Dr Lindquist says when patients come to see her for subfertility, long-term risks are less pressing for them.
‘It’s so often an emotional process, the fertility journey,’ she said.
‘When we see patients in the early setting, they are interested to know about the risks [of IVF] but they are much more focused on the pregnancy risks.
‘The prospect of long-term complications isn’t always there because most of these families are faced with the prospect of no children, or the IVF journey.
‘That’s why we can provide reassuring evidence with this research.’
Dr Lindquist says part of the prompt for this research was allowing greater access of IVF.
‘IVF continues to increase in frequency. For me, there is a growing interest in public IVF services and with that, there’s a lot of stringent evaluation of the existing evidence,’ she said.
‘From a public service perspective, there is a lot we don’t know yet and in order for it to be more freely accessible, those questions need to be answered.

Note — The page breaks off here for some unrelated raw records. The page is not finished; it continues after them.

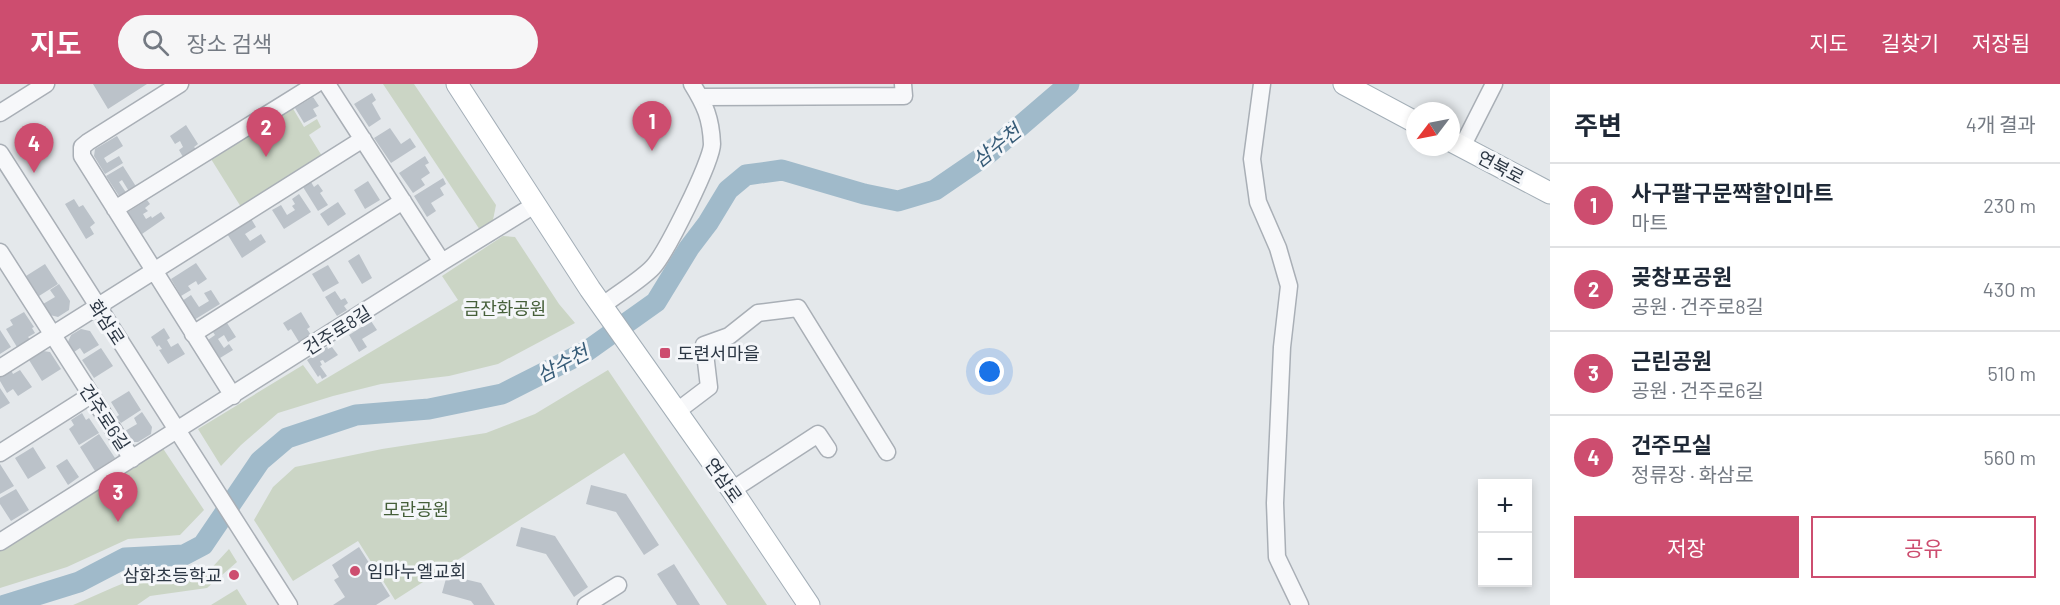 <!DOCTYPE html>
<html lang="ko">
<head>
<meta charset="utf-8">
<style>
	body { margin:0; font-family:Barlow,"Noto Sans KR",sans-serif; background:#f6f6f7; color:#1f2937 }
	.controls { position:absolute; right:18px; bottom:18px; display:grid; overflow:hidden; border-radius:0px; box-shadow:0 3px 9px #0003 }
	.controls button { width:54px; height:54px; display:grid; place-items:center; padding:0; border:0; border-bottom:2px solid #e0e1e3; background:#fff; color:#1f2937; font:30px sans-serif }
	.compass { position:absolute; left:1406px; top:18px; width:54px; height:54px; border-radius:50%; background:#fff; box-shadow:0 3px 9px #0003; rotate:238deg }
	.you { position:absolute; left:990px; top:288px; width:21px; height:21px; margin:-15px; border:4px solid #fff; border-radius:50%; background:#1a73e8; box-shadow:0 0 0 9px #1a73e833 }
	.badge { display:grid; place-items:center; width:39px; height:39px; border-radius:50%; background:#cd4d6f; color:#fff; font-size:20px; font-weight:700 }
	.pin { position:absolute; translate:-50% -50px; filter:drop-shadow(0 2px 3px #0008) }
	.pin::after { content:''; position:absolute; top:32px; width:21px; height:18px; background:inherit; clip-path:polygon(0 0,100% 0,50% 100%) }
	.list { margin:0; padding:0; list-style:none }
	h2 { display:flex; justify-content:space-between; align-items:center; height:78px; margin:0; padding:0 24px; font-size:26px }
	h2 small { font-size:20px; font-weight:400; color:#747a83 }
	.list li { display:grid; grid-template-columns:39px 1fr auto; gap:18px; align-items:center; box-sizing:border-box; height:84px; padding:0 24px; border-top:2px solid #e0e1e3 }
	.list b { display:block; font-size:22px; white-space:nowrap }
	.list p { margin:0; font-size:20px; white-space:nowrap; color:#747a83 }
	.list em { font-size:20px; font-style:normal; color:#747a83 }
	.actions { display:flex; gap:12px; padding:18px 24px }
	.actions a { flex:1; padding:14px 0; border:2px solid #cd4d6f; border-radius:0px; text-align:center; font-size:21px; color:#cd4d6f }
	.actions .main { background:#cd4d6f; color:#fff }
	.icon { flex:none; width:33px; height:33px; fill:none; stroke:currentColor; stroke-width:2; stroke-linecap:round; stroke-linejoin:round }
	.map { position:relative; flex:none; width:1550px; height:521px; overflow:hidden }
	header { display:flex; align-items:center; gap:36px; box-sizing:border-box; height:84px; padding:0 30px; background:#cd4d6f; color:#fff }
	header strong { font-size:28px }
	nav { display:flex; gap:33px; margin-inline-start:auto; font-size:21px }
	.search { width:420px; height:54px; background:#f6f6f7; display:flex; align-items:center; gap:15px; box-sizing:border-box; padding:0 21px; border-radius:33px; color:#747a83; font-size:22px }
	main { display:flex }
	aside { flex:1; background:#fff }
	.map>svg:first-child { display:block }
	.green { fill:#cbd5c5 }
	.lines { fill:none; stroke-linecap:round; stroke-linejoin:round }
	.river { stroke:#a0baca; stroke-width:21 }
	.building { fill:#bbc2c9 }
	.minor-casing { stroke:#a9afb6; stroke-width:19 }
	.major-casing { stroke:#a3aeb7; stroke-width:23 }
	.minor { stroke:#f7f8fa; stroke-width:16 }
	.major { stroke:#fff; stroke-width:21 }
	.poi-dot { fill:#cd4d6f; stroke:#f4f6f9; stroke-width:2 }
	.labels { text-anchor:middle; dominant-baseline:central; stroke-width:6; stroke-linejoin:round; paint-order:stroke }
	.street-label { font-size:18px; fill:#2c3744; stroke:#f4f6f9 }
	.park-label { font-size:18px; fill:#455f39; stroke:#f4f6f9 }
	.poi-label { font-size:18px; fill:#2c3744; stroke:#f4f6f9; text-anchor:start }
	.water-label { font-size:20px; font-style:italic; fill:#365b77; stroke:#f4f6f9 }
</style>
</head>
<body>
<header>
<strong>지도</strong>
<div class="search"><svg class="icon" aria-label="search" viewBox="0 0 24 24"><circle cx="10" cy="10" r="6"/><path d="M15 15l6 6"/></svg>장소 검색</div>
<nav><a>지도</a><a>길찾기</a><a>저장됨</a></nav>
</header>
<main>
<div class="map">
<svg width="1550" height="521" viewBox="0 0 1550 521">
	<rect width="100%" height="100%" fill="#e4e8eb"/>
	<path class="green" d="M383,0h31l82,121 -3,15 -13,10z
		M292,23l12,20 13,-8 4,8 -12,8 13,21 -81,51 -30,-48z
		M503,152l12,1 44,67 16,19 -77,41 -49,12 -68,8 -48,12 -55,17 -37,32 -20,21 -23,-37 105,-64 14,19 141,-84 -16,-24z
		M608,286l159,235h-40l-103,-152 -229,147 -37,-59 -65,40 -39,-61 19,-33 22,-20 87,-18 104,-16 49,-19z
		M162,363l42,63 -24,25 -52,4 -61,28 -67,21v-37z
		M229,465l8,13 -30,26 -57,8 -13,9h-64c27,-11 54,-26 83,-31 16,-3 35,0 51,-1z
		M237,505l10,16h-36z"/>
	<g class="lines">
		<path class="river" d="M5,521l74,-23 46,-24 59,-3 19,-10 57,-84 27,-23 69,-23 73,-6 73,-15 85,-43 69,-49 33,-54 19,-25 20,-33 18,-15 36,-5 82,24 34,7 37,-11 54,-37 80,-69"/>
	</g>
	<path class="building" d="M93,0h54l-39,25z
		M372,9l4,7 -4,3 9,16 -12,8 -15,-23z
		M313,13l6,9 -6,3 4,7 -13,7 -9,-15z
		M186,41l12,19 -4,3 2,2 -13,8 -4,-7 4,-3 -3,-6 -5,3 -5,-8z
		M390,44l11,16 9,-6 6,9 -25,16 -17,-25z
		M117,52l6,10 -19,12 3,5 12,-7 4,7 -18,11 -11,-18 1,-7z
		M425,72l4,7 -4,2 5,8 -9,6 4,6 -12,8 -14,-20z
		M123,82l14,22 -7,5 -8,-13 -3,2 8,12 -5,3 -3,-1 -13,-20z
		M443,94l3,6 -6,4 4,7 -13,8 5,8 -9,6 -13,-21z
		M368,97l12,19 -15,9 -11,-19z
		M311,98l3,5 4,-3 5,7 -3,2 8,12 -10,6 -15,-24z
		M299,110l12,18 -27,17 -12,-19 9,-5 6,10 8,-5 -3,-4 3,-2 -3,-5z
		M74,115l5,8 4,-2 12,18 -5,4 4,7 -8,5 -21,-35z
		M147,116l3,4 -5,4 3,3 -5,3 3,5 5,-3 1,2 9,-6 4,6 -23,16 -14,-22z
		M338,118l8,12 -18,12 -8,-12z
		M250,133l6,10 -11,7 5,7 11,-7 5,8 -24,16 -16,-26z
		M359,170l13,24 -10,6 -14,-23z
		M196,179l11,16 -9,6 -2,-4 -8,5 3,4 -10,6 -10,-17z
		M45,180l13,20 -19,12 -13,-20z
		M328,181l11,18 -16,9 -11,-18z
		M59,200l11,17 -1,9 -11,7 -8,-2 -7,-11 12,-7 -5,-7z
		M211,206l9,14 -26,16 -12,-19 9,-6 8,12 10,-6 -5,-8z
		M335,207l6,9 4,-2 3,5 -4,3 3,4 -10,6 -12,-19z
		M24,228l10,15 -2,1 3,5 -7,4 2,2 -13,8 -11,-18 7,-4 -3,-5z
		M301,228l9,15 -3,2 4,6 -12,7 -8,-13 -3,2 -5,-8z
		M371,237l6,9 -15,9 5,8 -8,5 -10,-17z
		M227,239l9,14 -8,5 -4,-7 -6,4 6,9 5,-4 4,6 -13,8 -12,-18 7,-5 -2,-3z
		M164,244l6,10 -3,2 4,7 7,-4 7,11 -17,10 -9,-14 3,-1 -3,-4 -2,2 -6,-10z
		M81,245l9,2 9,14 -15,9 -4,-6 -6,4 -6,-10 3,-7z
		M0,246l11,17 -11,7z
		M327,263l1,2 4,-2 6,8 -13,8 -2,-3 -3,1 2,4 -2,1 7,10 -5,3 -2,-4 -2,2 -11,-17z
		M101,264l12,18 -19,12 -12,-18z
		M43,267l7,1 11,17 -19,12 -13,-21z
		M11,286l2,4 7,-4 12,17 -14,9 -5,-7 -6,4 -7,-12v-4z
		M0,304l10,15 -10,6z
		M129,307l12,19 -20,13 -5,-6 3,-2 -8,-13z
		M142,328l10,15 -1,7 -13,8h-6l-7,-11 12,-7 -3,-6z
		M82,329l4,7 3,-2 10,15 -20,12 -10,-16 5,-4 -3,-5z
		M99,350l16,24 -20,13 -15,-24z
		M33,363l13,21 -18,11 -13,-21z
		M67,375l12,18 -11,8 -12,-19z
		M0,380l14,22 -14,8z
		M591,401l35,9 33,51 -15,10 -28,-43 -30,-8z
		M16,405l13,21 -18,11 -11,-17v-6z
		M521,443l34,9 33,51 -14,10 -28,-43 -30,-8z
		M359,463l31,49 -14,9h-43l12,-8 -11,-17 5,-3 -7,-12z
		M674,480l26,41h-23l-20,-31z
		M447,491l34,8 14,22h-21l-3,-4 -29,-8z"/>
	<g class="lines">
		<g class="minor-casing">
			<path id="minor" d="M180,0l-92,58 -6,5v9l151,240
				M1262,0l-10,75 6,43 20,46 11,38 -7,61 -7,156 2,54 23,48
				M700,13l204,-1 -1,-12
				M0,29l46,-29
				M1462,63l32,-63
				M0,69l289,452
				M115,125l201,-125
				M0,168l132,207
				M442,178l94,-58
				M602,222c15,-12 39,-26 51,-39 13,-14 59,-106 59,-123 -1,-26 -7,-39 -20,-60
				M193,250l210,-133
				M0,284l363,-229
				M676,328l33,-25 -5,-42 25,-9 29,-23 40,-5 89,144
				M0,369l91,-58
				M732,406l86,-56 10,15
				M0,458l442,-280 -115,-178
				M586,521l32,-20"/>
		</g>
		<g class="major-casing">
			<path id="major" d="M457,0l133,205 142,201 77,115
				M1344,0l71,38
				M1451,57l99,52"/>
		</g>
		<use href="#minor" class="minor"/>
		<use href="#major" class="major"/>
	</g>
	<g class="poi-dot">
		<rect x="659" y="263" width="12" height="12" rx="3"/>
		<circle cx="355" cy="487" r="6"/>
		<circle cx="234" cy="491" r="6"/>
	</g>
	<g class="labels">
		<g class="street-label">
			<text transform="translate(1501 83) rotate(28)">연북로</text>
			<text transform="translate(107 238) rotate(57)">화삼로</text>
			<text transform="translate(337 246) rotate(-32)">건주로8길</text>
			<text transform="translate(105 333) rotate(57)">건주로6길</text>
			<text transform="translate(724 396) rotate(55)">연삼로</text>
		</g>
		<g class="park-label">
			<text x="505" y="224">금잔화공원</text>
			<text x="416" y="425">모란공원</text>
		</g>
		<g class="poi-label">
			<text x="677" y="269">도련서마을</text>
			<text x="367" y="487">임마누엘교회</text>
			<text x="222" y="491" text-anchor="end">삼화초등학교</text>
		</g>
		<g class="water-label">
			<text transform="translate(996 61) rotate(-39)">삼수천</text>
			<text transform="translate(562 279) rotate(-28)">삼수천</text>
		</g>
	</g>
</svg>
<div class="controls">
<button>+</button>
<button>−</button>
</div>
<svg class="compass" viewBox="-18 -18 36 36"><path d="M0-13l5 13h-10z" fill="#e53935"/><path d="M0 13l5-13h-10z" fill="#747a83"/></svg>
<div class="you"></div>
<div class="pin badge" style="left:652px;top:67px">1</div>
<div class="pin badge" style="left:266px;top:73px">2</div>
<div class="pin badge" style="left:118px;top:438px">3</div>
<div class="pin badge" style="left:34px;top:89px">4</div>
</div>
<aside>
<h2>주변<small>4개 결과</small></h2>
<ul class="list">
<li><span class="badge">1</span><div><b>사구팔구문짝할인마트</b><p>마트</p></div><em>230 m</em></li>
<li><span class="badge">2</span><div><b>곶창포공원</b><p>공원 · 건주로8길</p></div><em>430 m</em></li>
<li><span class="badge">3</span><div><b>근린공원</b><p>공원 · 건주로6길</p></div><em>510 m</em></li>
<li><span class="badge">4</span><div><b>건주모실</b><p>정류장 · 화삼로</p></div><em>560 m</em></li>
</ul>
<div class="actions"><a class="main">저장</a><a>공유</a></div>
</aside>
</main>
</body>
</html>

‘There was a review of IVF services in Victoria late 2019 which identified the gaps in knowledge and what needs to be done to address this.’
She says IVF is currently exclusive to those who can afford it and as more evidence is gained, the more likely it is to be publicly funded.
The team have the capacity to look at a small cohort of the same children to assess their longer-term educational results but for now, Dr Lindquist says she hopes the findings provide reassurance for doctors and families recommending or proceeding with IVF.
‘The fertility journey is very personal and individual, and everyone has their own circumstances,’ Dr Lindquist said.
‘Our findings show there is no evidence overall that IVF-conceived children will be worse off at school.